Flora, a quien considero una de mis maestras (a ella le debo una mirada salvadora hacia las palabras), ha escrito un libro que es un obús al pasado del amor de su vida. Un texto que mantiene la memoria de Ali a temperatura ambiente. Ni al frío helador del olvido, ni al calor de las bombas que están reventando Palestina. A Flora no le importa detener bombas a base de caricias que construye día a día. Aunque Ali ahora no sepa nada de eso, lo cotidiano puede estar repleto de paracaídas que mitiguen el dolor.
La autora de Sus recuerdos en mi memoria ha guarecido aquello que el tiempo evapora. Ella sabe que ha desenterrado la memoria de Ali y ha destilado un librito de peso pluma que ahora nos traslada. Leer las memorias de Ali en la retina de su compañera supone esa especie de tenencia ilícita de momentos que a veces es asomarnos a la vida de alguien.
Un libro de cenizas que inhalamos en la lectura y que nos dejan en apnea es la única forma de conocer el peso de las lágrimas de Flora.

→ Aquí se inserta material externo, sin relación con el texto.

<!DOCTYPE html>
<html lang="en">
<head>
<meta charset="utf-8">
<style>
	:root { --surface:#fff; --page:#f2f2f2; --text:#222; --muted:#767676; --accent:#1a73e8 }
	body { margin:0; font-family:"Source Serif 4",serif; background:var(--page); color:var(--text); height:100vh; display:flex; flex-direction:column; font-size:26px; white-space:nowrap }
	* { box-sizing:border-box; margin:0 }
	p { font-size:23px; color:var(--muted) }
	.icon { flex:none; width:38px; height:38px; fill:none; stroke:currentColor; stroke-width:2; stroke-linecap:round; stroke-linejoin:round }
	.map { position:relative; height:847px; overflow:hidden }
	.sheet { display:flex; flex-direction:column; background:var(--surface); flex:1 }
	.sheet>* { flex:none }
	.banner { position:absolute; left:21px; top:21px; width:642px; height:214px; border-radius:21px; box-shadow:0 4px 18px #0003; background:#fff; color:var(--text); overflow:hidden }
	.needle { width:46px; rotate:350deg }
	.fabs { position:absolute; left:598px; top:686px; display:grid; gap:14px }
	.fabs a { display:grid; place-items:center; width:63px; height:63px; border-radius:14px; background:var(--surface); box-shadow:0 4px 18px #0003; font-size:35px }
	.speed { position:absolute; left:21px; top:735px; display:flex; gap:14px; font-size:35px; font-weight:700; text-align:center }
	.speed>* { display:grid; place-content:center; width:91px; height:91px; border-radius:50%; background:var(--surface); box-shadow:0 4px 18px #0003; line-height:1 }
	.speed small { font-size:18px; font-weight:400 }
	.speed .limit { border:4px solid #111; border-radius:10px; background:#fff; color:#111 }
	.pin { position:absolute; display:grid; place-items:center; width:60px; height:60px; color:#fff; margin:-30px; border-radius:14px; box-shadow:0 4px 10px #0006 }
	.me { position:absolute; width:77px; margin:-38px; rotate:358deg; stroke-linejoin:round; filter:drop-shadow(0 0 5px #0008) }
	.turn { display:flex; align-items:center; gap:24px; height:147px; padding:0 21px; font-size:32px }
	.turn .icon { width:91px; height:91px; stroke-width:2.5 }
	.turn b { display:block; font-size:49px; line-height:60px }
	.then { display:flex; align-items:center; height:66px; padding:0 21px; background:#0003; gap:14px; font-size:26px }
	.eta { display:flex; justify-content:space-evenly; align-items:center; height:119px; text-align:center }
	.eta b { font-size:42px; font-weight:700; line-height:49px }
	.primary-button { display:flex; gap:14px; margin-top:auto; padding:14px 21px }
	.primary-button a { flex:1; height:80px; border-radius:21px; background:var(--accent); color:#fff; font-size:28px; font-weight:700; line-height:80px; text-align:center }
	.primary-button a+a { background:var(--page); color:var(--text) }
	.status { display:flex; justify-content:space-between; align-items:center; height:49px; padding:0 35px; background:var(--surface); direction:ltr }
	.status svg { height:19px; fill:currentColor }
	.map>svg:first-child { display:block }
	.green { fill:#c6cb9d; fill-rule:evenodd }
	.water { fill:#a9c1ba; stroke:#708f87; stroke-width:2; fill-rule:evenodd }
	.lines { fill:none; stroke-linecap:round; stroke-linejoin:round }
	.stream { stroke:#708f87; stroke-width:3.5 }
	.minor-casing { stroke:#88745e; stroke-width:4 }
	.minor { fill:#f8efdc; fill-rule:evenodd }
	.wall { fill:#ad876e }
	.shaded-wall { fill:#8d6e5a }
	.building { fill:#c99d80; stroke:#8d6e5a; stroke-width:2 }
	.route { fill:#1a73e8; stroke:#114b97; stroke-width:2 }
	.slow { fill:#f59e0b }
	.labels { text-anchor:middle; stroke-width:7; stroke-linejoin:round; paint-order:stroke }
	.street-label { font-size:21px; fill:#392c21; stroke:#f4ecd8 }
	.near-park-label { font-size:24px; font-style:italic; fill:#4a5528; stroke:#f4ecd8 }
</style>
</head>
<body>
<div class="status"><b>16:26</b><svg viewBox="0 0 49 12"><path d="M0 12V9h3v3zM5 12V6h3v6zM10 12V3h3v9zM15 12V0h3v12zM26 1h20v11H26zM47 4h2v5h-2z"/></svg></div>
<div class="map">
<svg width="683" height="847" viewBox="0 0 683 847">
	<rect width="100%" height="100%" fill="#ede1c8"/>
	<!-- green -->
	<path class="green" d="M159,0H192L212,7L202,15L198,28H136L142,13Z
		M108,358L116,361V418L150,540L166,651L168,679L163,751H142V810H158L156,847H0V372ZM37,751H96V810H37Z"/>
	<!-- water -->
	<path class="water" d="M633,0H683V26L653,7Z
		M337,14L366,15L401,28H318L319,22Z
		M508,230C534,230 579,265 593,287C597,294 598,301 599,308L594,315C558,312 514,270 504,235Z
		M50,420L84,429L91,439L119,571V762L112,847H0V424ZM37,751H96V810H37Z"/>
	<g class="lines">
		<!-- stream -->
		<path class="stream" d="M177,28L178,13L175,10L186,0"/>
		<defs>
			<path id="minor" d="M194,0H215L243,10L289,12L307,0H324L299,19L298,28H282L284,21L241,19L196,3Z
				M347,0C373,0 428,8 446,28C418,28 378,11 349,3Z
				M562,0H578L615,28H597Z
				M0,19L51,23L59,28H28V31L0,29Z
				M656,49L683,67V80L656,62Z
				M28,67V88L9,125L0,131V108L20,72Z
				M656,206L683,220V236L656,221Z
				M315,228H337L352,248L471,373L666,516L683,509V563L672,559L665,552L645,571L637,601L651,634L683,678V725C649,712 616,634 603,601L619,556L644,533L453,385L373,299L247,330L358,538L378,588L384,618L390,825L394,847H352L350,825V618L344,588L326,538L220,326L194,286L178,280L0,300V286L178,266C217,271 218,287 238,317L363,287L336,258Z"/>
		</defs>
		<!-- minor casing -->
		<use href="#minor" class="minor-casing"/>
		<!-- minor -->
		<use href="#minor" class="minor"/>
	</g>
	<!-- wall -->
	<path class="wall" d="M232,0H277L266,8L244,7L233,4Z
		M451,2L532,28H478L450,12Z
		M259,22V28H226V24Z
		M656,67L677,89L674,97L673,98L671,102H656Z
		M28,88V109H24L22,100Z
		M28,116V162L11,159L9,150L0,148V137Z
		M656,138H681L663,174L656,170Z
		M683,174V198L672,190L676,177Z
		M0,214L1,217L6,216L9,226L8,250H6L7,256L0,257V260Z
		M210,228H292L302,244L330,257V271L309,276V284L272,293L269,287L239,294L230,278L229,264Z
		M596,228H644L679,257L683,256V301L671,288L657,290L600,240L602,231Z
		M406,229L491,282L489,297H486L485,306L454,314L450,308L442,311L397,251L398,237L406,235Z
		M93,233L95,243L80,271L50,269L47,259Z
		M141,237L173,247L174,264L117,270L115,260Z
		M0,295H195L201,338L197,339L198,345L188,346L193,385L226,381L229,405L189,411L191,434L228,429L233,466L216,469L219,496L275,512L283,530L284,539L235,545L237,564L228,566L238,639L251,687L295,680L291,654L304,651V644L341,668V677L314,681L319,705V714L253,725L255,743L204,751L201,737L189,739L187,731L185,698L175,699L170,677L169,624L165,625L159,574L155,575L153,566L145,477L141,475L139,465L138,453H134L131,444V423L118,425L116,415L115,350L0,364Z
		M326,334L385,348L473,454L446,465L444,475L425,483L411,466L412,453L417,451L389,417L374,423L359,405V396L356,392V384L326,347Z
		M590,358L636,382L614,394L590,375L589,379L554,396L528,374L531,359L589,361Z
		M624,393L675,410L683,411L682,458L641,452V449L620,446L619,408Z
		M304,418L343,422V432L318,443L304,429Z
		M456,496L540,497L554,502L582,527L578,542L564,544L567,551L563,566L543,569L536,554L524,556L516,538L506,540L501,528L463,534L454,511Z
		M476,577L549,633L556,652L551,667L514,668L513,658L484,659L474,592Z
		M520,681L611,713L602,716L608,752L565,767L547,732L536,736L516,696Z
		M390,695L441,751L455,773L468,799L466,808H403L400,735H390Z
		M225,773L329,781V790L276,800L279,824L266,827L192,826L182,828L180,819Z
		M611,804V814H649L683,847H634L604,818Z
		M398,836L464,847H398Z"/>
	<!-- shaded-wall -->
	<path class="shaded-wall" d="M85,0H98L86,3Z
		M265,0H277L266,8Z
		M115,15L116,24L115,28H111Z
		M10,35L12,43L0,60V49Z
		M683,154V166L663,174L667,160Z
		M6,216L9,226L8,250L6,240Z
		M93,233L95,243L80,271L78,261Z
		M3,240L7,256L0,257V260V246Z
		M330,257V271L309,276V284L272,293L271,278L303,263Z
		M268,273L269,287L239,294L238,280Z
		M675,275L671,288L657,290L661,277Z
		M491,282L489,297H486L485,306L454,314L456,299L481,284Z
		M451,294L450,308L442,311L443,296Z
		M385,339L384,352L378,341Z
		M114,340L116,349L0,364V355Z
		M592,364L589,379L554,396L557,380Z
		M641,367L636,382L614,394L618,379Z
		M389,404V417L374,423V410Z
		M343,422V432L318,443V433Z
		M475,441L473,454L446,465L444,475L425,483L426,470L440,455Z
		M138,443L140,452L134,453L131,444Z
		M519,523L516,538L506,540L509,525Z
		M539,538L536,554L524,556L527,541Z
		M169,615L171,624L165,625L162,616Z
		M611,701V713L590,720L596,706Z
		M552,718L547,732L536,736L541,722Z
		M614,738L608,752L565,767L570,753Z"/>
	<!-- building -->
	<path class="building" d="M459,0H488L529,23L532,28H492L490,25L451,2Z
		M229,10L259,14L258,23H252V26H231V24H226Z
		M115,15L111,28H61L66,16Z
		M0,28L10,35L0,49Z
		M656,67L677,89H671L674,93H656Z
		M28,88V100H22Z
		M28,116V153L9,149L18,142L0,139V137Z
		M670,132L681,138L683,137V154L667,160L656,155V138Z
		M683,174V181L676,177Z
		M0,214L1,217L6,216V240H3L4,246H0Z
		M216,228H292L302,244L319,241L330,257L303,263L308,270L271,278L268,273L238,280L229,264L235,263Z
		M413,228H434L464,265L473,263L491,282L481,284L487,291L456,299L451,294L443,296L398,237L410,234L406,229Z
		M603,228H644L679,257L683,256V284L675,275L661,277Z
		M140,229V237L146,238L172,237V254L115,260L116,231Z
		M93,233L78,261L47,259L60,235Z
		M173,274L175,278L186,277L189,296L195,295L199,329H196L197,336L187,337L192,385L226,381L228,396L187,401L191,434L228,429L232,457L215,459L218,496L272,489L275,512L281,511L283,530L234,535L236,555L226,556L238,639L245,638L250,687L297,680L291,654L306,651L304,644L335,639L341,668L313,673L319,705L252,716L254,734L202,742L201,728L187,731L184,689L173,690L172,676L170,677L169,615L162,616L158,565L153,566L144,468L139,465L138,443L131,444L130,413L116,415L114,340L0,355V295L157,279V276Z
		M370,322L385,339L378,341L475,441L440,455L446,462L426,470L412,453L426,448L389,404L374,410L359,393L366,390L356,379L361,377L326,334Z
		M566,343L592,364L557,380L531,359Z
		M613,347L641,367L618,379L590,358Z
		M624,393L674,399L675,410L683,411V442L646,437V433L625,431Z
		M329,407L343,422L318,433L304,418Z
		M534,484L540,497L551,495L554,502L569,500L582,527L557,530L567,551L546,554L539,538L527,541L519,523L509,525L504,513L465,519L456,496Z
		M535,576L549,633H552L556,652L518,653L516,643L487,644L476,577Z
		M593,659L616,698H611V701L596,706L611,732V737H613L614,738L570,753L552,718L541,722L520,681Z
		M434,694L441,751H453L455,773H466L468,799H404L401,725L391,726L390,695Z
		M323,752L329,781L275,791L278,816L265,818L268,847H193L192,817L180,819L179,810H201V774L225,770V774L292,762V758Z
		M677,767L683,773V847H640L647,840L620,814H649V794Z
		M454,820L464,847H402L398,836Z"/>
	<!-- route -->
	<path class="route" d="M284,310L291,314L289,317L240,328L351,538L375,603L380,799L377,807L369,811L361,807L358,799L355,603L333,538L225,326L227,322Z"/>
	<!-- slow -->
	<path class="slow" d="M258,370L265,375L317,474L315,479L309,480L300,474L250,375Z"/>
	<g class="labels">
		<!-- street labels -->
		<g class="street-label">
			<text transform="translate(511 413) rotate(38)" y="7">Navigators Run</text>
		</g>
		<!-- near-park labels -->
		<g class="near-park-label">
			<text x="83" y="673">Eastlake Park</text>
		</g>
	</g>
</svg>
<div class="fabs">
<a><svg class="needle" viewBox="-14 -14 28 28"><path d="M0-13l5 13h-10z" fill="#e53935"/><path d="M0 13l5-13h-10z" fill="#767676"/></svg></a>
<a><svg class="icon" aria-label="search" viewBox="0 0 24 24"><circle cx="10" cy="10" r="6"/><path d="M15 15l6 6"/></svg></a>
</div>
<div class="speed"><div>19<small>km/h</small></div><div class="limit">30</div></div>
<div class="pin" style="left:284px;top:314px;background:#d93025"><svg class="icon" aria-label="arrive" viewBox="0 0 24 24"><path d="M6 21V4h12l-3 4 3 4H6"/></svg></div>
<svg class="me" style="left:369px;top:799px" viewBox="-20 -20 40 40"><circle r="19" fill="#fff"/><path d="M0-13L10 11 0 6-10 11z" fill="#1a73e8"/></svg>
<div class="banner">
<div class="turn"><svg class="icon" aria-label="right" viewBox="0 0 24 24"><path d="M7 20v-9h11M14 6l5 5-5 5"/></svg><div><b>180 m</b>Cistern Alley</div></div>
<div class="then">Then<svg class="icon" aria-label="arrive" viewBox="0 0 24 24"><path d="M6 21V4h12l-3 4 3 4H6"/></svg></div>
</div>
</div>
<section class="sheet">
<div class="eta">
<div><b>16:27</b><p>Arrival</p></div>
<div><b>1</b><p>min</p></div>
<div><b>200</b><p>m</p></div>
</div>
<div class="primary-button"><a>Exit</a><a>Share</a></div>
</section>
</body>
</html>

Porque hay lágrimas que te hacen surcos en la piel. Como las que hubiera derramado Ali de haber sabido lo que no deja de ocurrir en la tierra en la que una vez fue un niño. Porque siempre he creído que la composición de las lágrimas dependería del dolor que tuvieras. Porque yo he visto lágrimas que vuelan a base de helio. Y otras que estallan baldosas.